Copy every line of the entries that includes the word "list".

[Stored items]
———

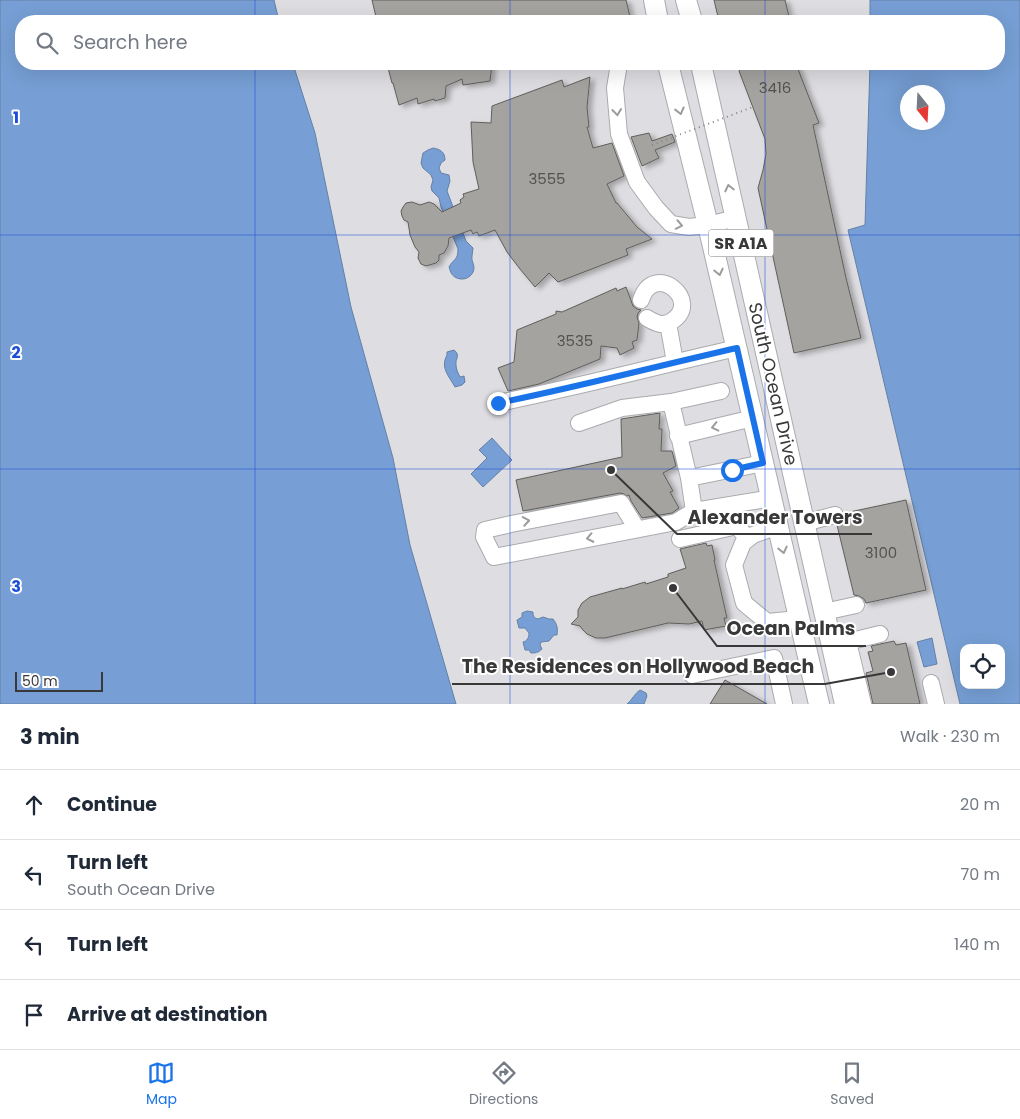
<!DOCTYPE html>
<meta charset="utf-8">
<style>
:root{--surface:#fff;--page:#f2f2f3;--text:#1f2937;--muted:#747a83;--line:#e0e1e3;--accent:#1a73e8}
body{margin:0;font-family:Poppins,sans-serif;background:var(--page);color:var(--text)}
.controls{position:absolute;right:15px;bottom:15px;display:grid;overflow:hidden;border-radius:10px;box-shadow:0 5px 20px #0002}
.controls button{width:45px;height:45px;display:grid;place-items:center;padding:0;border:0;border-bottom:1px solid var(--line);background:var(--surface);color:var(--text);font:25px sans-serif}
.compass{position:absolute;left:900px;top:85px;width:45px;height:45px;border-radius:50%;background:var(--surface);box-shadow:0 5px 20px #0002;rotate:162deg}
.scale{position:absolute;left:15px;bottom:12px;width:88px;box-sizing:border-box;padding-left:5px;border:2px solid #383839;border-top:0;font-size:14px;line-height:18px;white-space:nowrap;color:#383839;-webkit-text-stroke:4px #fff;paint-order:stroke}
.stop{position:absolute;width:15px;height:15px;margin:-11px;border:4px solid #1a73e8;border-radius:50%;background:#fff}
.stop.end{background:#1a73e8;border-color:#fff;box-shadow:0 1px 5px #0008}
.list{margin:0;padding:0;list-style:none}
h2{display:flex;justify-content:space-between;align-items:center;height:65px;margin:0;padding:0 20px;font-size:21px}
h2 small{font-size:16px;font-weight:400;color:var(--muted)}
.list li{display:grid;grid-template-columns:32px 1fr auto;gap:15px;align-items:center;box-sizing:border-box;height:70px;padding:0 20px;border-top:1px solid var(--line)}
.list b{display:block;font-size:19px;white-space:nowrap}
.list p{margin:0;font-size:16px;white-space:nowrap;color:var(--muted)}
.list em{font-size:16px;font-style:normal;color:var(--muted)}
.icon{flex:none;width:28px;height:28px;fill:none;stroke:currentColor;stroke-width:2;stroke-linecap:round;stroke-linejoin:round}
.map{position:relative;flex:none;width:1020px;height:704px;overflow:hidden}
.search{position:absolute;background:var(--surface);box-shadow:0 5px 20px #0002;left:15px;right:15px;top:15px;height:55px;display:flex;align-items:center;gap:12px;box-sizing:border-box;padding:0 18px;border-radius:20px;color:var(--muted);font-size:19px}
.sheet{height:345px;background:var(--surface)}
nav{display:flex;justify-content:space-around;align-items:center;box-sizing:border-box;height:70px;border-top:1px solid var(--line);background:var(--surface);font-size:14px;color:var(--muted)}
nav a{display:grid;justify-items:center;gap:2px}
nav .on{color:var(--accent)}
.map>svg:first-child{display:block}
.water{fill:#779fd5;stroke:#6480a6;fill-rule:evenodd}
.building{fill:#a5a3a0;stroke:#605e5b;filter:url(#shadow)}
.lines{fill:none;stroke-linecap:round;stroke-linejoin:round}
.minor-casing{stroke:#aaabae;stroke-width:18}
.major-casing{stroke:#aaabae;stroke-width:22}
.minor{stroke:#fff;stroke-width:16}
.major{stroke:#fff;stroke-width:20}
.path-bridge{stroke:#868688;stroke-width:2;stroke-dasharray:1 4;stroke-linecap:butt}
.oneway{stroke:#9c9c9c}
.route{stroke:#1a73e8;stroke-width:6}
.grid{fill:none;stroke:#1d4ed8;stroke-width:1;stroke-opacity:0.55}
.labels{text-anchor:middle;stroke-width:4;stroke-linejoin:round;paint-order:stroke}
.number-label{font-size:15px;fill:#535353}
.shield{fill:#fff;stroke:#747474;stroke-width:1}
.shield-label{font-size:16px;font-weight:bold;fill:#383839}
.street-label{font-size:18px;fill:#383839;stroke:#fff}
.grid-label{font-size:16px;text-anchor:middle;font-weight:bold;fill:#1d4ed8;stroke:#fff;stroke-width:4;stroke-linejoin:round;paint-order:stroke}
.leader{fill:none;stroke:#383839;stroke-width:2}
.callout-dot{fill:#383839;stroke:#fff;stroke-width:2}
.callout-label{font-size:19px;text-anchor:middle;font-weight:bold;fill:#383839;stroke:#fff;stroke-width:4;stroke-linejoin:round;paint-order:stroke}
</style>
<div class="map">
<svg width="1020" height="704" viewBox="0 0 1020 704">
<defs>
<filter id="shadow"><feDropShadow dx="4.5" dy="2.5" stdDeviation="2.5" flood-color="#0004"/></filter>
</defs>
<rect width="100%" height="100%" fill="#dedee2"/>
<path class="water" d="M0,0h274l5,21h-258v43h272l22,69 36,174 42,151 17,87 46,159h-456z
M870,0h150v704h-60l-112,-474 17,-5 5,-161h129v-43h-129zM908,92h30v30h-30zM964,648h37v37h-37z
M433,148c7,1 12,4 12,12l-4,3 -2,5 2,5 8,2 1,6 -3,10 19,50 7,7c0,3 -1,5 -1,8 -1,6 4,10 1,16 -3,7 -12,9 -18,5 -4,-2 -5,-7 -6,-10 4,-8 9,-6 9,-18l-17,-42 -2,-9 -7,-7 -1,-4 2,-7 -2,-5 -8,-7 -2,-5 2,-10 5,-3z
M454,350c7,6 1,8 2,15 0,4 2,8 4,12l4,-1 1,6 -3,3 -7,2c-6,-11 -15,-19 -8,-32v-3z
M492,438l20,22 -29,27 -12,-13 16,-16 -8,-8z
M527,611l6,1c0,4 1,6 5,7l5,-2 6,2h4c4,5 5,9 4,16h-3l-5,6 -8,1 -1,3 2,4c-4,4 -7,4 -11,4l-2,-3h-4l-2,-8c4,-1 6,-4 6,-9l-4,-5h-6l-2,-8 5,-3v-4z
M932,638l5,26 -13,3 -7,-25z
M640,690l6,3 1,3 -3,8h-17c5,-4 8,-11 13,-14z"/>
<path class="building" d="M372,0h254l5,21h-254z
M714,0h71l5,21h-71z
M387,64h105l-2,17 -27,4 -1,-6 -16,7 -1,12 -10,3 -1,-2 -16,5 -1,-6 -18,7 -6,-22h-1z
M745,64h51l23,59 -6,2 33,153 15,60 -67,15 -36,-165 5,-18 3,-16 -1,-15 -26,-68z
M590,77l-3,30 2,20h-2l6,21 19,-5 12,33 -17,8 9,19h1l20,24 15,12 -26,10 2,6 -70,27 -9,-9 -14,14 -15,-18 -13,-17 -12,-22 -16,6 -2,-4 -4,2 -2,-4 -22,8 -1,8 -4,7 -5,2v5l-3,3 -10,3 -5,-2 -3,-6 1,-6 -4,-5 -5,-12 -2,-13 -4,-2 -2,-4 -1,-5 2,-4 3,-4 6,-1 8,3 9,-3 5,2 8,8 19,-9 -1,-3 4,-3 -1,-3 16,-5 -6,-27 -2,-40 20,1 1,-17 70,-26 2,7z
M649,133l3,8 20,-7 3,8 -20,8 4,8 -17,8 -11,-29z
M626,287l7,19 4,3 4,1 -3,3 -1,4 2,6 -2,17 -5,2 2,6 -14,7 -3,-7 -16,-2 -1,13 -61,25 -31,7 -10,-23 16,-6 3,-32 39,-16v-3l6,1 54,-24 1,3z
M660,413l-1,16h3l-1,22h11l4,15 -13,7 10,18 -3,1 9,16 -7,5 -30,5 -11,-17 -2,-6 -2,1 -3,-2 -4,-1 -97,18 -7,-31 106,-23 -1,-38z
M906,500l20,90 -60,13 -2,-4 -5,-3 -5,-1 -17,-70 5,-3 2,-4 1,-5z
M706,543l1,3 5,-1 3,15h-1l13,58h-3l2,8 -22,4 -2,-9 -13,3 -21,-1 -63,15h-9l-9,-4 -4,-4 -3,-4 -9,-2 7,-7v-7l4,-7 8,-6 32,-9v1l23,-7 1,2 22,-7v-3l18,-6 -6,-19z
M894,641l2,4 10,-2 14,61h-47l-7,-31 7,-2 -5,-19 5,-1 -2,-5z
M725,680l42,24h-57z"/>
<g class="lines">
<defs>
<path id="minor" d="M619,64l-4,24 4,46 18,48 19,26 15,16 18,3 19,-2 28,-7
M641,300c13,-40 62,1 31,21 -9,6 -17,2 -25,-3
M668,323l7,39
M671,402l50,-11
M498,403c80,-16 159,-37 239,-55
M579,423l43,-15 49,-6 18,76 74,-15
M678,436l75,-18
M689,478l5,33 78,-13
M804,523l31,-8
M778,526l-25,9 -10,8 -9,22 10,38 23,19 32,-3
M637,529l-16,-26 -110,21 -26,6 -1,7 10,20 182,-35 18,-11
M680,539l57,-13 11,13
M824,612l32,-7
M848,642l15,62
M839,644l41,-10
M692,675l82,-17 10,46
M931,683l5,21"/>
<path id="major" d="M654,0l4,21
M686,0l6,21
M668,64l40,161 111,479
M701,64l144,640"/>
</defs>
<use href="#minor" class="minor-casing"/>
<use href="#major" class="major-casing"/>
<use href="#minor" class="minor"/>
<use href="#major" class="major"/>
<path class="path-bridge" d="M652,145l101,-38"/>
</g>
<defs><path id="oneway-chevron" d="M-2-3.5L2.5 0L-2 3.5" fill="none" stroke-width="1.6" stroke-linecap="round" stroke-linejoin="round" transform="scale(1.25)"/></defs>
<g class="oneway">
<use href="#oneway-chevron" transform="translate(680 111) rotate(76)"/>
<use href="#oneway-chevron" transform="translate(617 112) rotate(84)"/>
<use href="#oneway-chevron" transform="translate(729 188) rotate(-103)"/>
<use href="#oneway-chevron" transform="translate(679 225) rotate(11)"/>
<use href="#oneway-chevron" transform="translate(719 272) rotate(77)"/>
<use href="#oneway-chevron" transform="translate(715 427) rotate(167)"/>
<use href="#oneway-chevron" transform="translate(526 521) rotate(-10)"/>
<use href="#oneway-chevron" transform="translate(590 538) rotate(168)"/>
<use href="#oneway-chevron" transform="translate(783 550) rotate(77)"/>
</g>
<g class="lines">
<path class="route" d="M498,403c80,-16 159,-37 239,-55l26,115 -31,7"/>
</g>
<path class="grid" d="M255,0v21M510,0v21M765,0v21M255,64v640M510,64v640M765,64v640M0,235h1020M0,469h1020"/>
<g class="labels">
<g class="number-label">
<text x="775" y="93">3416</text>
<text x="547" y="184">3555</text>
<text x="575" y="346">3535</text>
<text x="881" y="558">3100</text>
</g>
<rect class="shield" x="708.5" y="229.5" width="65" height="27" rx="4"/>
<g class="shield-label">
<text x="741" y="249">SR A1A</text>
</g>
<g class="street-label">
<text transform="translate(773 384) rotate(77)" y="6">South Ocean Drive</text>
</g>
</g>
<g class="grid-label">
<text x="16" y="123">1</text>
<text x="16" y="358">2</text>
<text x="16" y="592">3</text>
</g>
<path class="leader" d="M611 470L677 534H872M673 588L717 646H866M891 672L825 684H452"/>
<g class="callout-dot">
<circle cx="611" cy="470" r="5"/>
<circle cx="673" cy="588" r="5"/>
<circle cx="891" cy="672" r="5"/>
</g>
<g class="callout-label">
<text x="775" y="524">Alexander Towers</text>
<text x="791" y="635">Ocean Palms</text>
<text x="638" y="673">The Residences on Hollywood Beach</text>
</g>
</svg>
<div class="controls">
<button><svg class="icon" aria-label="locate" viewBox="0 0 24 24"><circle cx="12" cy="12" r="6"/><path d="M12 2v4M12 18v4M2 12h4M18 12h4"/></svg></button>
</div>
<svg class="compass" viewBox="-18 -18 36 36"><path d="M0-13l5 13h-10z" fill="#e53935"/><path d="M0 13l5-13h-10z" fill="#747a83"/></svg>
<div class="scale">50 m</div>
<div class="stop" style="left:732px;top:470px"></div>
<div class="stop end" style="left:498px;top:403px"></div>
<div class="search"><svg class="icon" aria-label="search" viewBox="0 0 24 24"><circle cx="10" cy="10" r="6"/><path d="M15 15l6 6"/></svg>Search here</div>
</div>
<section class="sheet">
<h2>3 min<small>Walk · 230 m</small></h2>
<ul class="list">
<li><svg class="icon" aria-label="ahead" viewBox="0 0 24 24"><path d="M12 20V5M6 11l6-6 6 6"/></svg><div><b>Continue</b></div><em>20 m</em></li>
<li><svg class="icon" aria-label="left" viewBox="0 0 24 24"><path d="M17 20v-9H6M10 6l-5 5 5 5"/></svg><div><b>Turn left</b><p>South Ocean Drive</p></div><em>70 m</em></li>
<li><svg class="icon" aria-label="left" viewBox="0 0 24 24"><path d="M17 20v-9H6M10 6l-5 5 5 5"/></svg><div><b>Turn left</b></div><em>140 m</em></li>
<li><svg class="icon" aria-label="arrive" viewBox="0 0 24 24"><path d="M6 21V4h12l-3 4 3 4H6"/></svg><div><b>Arrive at destination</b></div></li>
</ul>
</section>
<nav>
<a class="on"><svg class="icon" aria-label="map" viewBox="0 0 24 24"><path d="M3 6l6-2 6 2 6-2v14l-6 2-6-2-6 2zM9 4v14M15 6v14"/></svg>Map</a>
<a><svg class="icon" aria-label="directions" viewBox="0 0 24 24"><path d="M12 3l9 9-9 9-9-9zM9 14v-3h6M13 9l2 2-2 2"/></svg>Directions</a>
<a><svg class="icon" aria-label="saved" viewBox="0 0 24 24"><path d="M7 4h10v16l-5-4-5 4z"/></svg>Saved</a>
</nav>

———

YOUR SOLUTION:
.list{margin:0;padding:0;list-style:none}
.list li{display:grid;grid-template-columns:32px 1fr auto;gap:15px;align-items:center;box-sizing:border-box;height:70px;padding:0 20px;border-top:1px solid var(--line)}
.list b{display:block;font-size:19px;white-space:nowrap}
.list p{margin:0;font-size:16px;white-space:nowrap;color:var(--muted)}
.list em{font-size:16px;font-style:normal;color:var(--muted)}
<ul class="list">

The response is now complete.